* **EXERCISE INSTRUCTIONS**
For the entries that follow, restate word for word the line containing "display:grid; place-items:center; flex:none;", the line containing "display:flex; align-items:center; justify-content:space-between;", and every line that lies between them.

* **INFORMATION SUPPLIED**
◇ ◇ ◇ ◇ ◇

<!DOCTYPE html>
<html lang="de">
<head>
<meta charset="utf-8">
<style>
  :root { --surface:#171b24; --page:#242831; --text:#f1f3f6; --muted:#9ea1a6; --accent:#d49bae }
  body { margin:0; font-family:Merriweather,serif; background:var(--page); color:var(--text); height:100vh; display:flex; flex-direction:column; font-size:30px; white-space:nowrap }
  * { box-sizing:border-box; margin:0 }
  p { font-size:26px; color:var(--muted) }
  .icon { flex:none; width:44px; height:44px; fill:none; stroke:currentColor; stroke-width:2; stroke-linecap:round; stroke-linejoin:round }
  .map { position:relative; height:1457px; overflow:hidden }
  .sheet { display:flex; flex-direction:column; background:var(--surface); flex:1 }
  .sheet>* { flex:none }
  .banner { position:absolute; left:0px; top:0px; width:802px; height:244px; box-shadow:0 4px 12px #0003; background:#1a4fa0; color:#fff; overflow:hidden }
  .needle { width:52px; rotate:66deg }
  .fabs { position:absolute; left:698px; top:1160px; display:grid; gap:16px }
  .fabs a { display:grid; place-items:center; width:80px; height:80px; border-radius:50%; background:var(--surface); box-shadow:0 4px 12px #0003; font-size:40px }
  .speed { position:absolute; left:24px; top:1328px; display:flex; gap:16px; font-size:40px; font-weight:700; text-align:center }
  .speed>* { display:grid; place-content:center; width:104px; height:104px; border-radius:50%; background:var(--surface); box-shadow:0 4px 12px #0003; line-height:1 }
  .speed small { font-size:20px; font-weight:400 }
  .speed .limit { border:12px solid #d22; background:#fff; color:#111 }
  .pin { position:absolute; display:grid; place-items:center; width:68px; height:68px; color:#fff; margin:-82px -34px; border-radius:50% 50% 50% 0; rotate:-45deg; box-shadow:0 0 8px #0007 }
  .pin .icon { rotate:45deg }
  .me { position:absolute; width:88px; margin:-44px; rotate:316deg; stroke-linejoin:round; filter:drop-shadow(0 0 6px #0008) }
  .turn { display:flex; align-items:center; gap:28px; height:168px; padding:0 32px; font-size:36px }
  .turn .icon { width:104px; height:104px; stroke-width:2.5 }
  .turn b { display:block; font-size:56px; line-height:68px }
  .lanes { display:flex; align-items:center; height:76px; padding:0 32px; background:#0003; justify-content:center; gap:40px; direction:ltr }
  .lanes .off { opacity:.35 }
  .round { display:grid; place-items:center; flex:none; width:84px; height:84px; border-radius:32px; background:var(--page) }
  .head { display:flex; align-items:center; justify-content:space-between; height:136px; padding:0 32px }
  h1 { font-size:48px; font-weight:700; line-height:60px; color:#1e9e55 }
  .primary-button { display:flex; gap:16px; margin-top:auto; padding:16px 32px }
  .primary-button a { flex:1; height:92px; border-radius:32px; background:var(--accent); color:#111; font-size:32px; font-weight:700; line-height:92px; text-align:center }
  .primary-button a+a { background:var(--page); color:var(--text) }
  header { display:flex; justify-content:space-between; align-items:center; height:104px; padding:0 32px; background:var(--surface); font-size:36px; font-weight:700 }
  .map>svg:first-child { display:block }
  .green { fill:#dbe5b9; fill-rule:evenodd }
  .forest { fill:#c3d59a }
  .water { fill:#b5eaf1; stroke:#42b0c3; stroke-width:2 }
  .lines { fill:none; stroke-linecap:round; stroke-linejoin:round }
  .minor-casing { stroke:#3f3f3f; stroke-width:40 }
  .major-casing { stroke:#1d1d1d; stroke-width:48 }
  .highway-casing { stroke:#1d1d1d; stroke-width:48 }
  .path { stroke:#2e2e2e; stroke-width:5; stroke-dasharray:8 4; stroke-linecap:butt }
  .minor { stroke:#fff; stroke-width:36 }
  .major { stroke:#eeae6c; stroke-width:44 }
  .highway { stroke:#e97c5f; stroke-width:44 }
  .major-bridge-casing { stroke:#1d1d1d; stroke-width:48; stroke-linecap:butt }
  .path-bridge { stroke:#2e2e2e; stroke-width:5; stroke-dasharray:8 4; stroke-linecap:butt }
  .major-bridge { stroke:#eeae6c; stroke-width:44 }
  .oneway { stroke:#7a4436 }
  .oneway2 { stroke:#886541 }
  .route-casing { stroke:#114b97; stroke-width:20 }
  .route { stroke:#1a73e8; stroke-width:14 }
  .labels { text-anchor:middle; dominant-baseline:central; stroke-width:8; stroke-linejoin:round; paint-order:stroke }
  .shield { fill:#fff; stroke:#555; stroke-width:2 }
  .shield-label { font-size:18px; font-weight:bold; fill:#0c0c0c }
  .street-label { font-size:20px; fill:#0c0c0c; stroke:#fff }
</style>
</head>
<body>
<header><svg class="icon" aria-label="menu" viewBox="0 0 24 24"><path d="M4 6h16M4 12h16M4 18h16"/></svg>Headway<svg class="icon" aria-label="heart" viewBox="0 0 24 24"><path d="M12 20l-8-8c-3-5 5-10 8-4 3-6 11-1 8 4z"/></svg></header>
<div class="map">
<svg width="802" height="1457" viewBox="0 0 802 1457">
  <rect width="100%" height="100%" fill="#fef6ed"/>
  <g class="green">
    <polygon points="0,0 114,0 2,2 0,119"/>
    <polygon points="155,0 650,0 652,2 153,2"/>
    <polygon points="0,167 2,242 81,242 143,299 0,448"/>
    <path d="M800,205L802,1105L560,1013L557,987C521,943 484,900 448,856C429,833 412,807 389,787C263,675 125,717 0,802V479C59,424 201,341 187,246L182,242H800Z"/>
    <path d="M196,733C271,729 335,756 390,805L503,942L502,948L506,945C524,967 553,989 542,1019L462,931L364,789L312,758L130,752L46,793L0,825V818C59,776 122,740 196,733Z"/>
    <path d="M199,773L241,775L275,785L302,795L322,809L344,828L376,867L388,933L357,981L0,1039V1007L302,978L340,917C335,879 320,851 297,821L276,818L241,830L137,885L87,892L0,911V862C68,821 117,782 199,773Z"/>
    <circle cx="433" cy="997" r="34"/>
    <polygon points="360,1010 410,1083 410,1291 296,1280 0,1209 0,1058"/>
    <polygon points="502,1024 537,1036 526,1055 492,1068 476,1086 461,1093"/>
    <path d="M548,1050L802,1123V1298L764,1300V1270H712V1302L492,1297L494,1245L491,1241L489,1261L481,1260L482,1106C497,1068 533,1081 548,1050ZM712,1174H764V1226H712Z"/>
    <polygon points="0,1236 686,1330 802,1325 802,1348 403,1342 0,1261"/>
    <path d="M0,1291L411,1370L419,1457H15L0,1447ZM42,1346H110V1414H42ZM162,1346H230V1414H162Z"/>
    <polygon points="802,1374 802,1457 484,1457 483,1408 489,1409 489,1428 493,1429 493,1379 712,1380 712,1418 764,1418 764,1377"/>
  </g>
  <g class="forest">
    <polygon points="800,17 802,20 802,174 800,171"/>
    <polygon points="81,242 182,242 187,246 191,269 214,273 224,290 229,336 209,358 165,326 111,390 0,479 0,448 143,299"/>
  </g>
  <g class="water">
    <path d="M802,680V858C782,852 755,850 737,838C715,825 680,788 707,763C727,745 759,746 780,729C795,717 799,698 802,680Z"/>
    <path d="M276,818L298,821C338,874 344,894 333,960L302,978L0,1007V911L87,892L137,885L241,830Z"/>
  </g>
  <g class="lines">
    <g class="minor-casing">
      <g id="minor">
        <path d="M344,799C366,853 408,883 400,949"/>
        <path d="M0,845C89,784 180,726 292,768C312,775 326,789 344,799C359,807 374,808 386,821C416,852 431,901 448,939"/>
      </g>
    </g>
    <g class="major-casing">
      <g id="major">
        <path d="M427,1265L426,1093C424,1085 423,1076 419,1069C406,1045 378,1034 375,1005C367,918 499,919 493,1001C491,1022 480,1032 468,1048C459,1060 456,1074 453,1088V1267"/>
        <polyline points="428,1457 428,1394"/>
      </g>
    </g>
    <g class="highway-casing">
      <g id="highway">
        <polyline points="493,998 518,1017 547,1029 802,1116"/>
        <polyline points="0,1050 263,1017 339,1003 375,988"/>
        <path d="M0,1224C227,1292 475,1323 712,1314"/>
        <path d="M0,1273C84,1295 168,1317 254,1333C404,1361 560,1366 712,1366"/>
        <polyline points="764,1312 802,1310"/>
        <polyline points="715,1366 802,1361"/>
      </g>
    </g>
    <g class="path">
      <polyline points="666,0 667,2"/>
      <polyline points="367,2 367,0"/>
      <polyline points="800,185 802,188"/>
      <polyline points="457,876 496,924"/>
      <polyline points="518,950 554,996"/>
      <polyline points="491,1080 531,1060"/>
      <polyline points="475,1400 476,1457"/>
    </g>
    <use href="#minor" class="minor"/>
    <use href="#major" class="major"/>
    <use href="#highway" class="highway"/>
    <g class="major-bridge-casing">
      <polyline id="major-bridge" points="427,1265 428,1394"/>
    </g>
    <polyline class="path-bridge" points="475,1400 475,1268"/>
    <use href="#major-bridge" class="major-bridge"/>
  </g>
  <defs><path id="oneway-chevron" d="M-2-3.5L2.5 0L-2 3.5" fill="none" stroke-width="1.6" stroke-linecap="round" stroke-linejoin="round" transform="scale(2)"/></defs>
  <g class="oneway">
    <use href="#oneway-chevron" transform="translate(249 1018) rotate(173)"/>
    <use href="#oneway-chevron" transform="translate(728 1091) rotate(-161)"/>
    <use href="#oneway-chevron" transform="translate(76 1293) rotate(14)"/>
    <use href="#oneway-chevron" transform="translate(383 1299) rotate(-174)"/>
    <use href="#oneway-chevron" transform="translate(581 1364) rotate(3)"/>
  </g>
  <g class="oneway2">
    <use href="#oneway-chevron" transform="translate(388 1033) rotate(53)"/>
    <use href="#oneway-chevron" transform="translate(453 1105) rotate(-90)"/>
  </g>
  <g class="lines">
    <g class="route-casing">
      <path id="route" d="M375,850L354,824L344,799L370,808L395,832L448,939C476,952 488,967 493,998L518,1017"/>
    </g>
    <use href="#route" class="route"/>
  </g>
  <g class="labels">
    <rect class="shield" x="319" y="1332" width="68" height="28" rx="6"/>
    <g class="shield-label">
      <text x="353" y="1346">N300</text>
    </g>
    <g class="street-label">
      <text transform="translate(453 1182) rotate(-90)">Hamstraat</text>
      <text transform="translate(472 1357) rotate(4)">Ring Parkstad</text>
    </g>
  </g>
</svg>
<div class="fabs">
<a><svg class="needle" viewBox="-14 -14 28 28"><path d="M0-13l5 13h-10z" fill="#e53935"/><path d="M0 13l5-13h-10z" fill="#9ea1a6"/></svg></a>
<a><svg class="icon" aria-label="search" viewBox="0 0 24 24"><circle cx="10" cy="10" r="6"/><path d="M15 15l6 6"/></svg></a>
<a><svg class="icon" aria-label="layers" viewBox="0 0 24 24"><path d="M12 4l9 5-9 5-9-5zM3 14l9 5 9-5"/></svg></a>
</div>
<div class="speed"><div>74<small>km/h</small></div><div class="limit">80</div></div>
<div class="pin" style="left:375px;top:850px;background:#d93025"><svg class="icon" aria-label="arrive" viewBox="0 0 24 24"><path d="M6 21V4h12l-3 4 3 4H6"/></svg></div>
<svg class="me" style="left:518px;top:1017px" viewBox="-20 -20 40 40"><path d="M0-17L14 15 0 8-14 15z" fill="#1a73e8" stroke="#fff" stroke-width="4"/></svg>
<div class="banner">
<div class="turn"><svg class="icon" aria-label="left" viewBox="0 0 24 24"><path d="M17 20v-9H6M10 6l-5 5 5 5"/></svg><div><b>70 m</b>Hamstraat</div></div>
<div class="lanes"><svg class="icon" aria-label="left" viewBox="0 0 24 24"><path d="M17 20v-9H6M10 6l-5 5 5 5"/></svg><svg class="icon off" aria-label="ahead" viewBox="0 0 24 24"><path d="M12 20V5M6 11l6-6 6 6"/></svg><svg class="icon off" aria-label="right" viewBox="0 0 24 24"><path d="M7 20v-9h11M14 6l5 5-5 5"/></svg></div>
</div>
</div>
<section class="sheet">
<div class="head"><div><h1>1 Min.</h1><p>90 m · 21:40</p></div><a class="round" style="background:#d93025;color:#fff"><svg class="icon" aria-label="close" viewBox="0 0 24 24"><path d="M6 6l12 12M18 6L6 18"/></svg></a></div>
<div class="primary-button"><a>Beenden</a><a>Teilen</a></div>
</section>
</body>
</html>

◇ ◇ ◇ ◇ ◇

* **RESULT FOR THIS EXERCISE**
  .round { display:grid; place-items:center; flex:none; width:84px; height:84px; border-radius:32px; background:var(--page) }
  .head { display:flex; align-items:center; justify-content:space-between; height:136px; padding:0 32px }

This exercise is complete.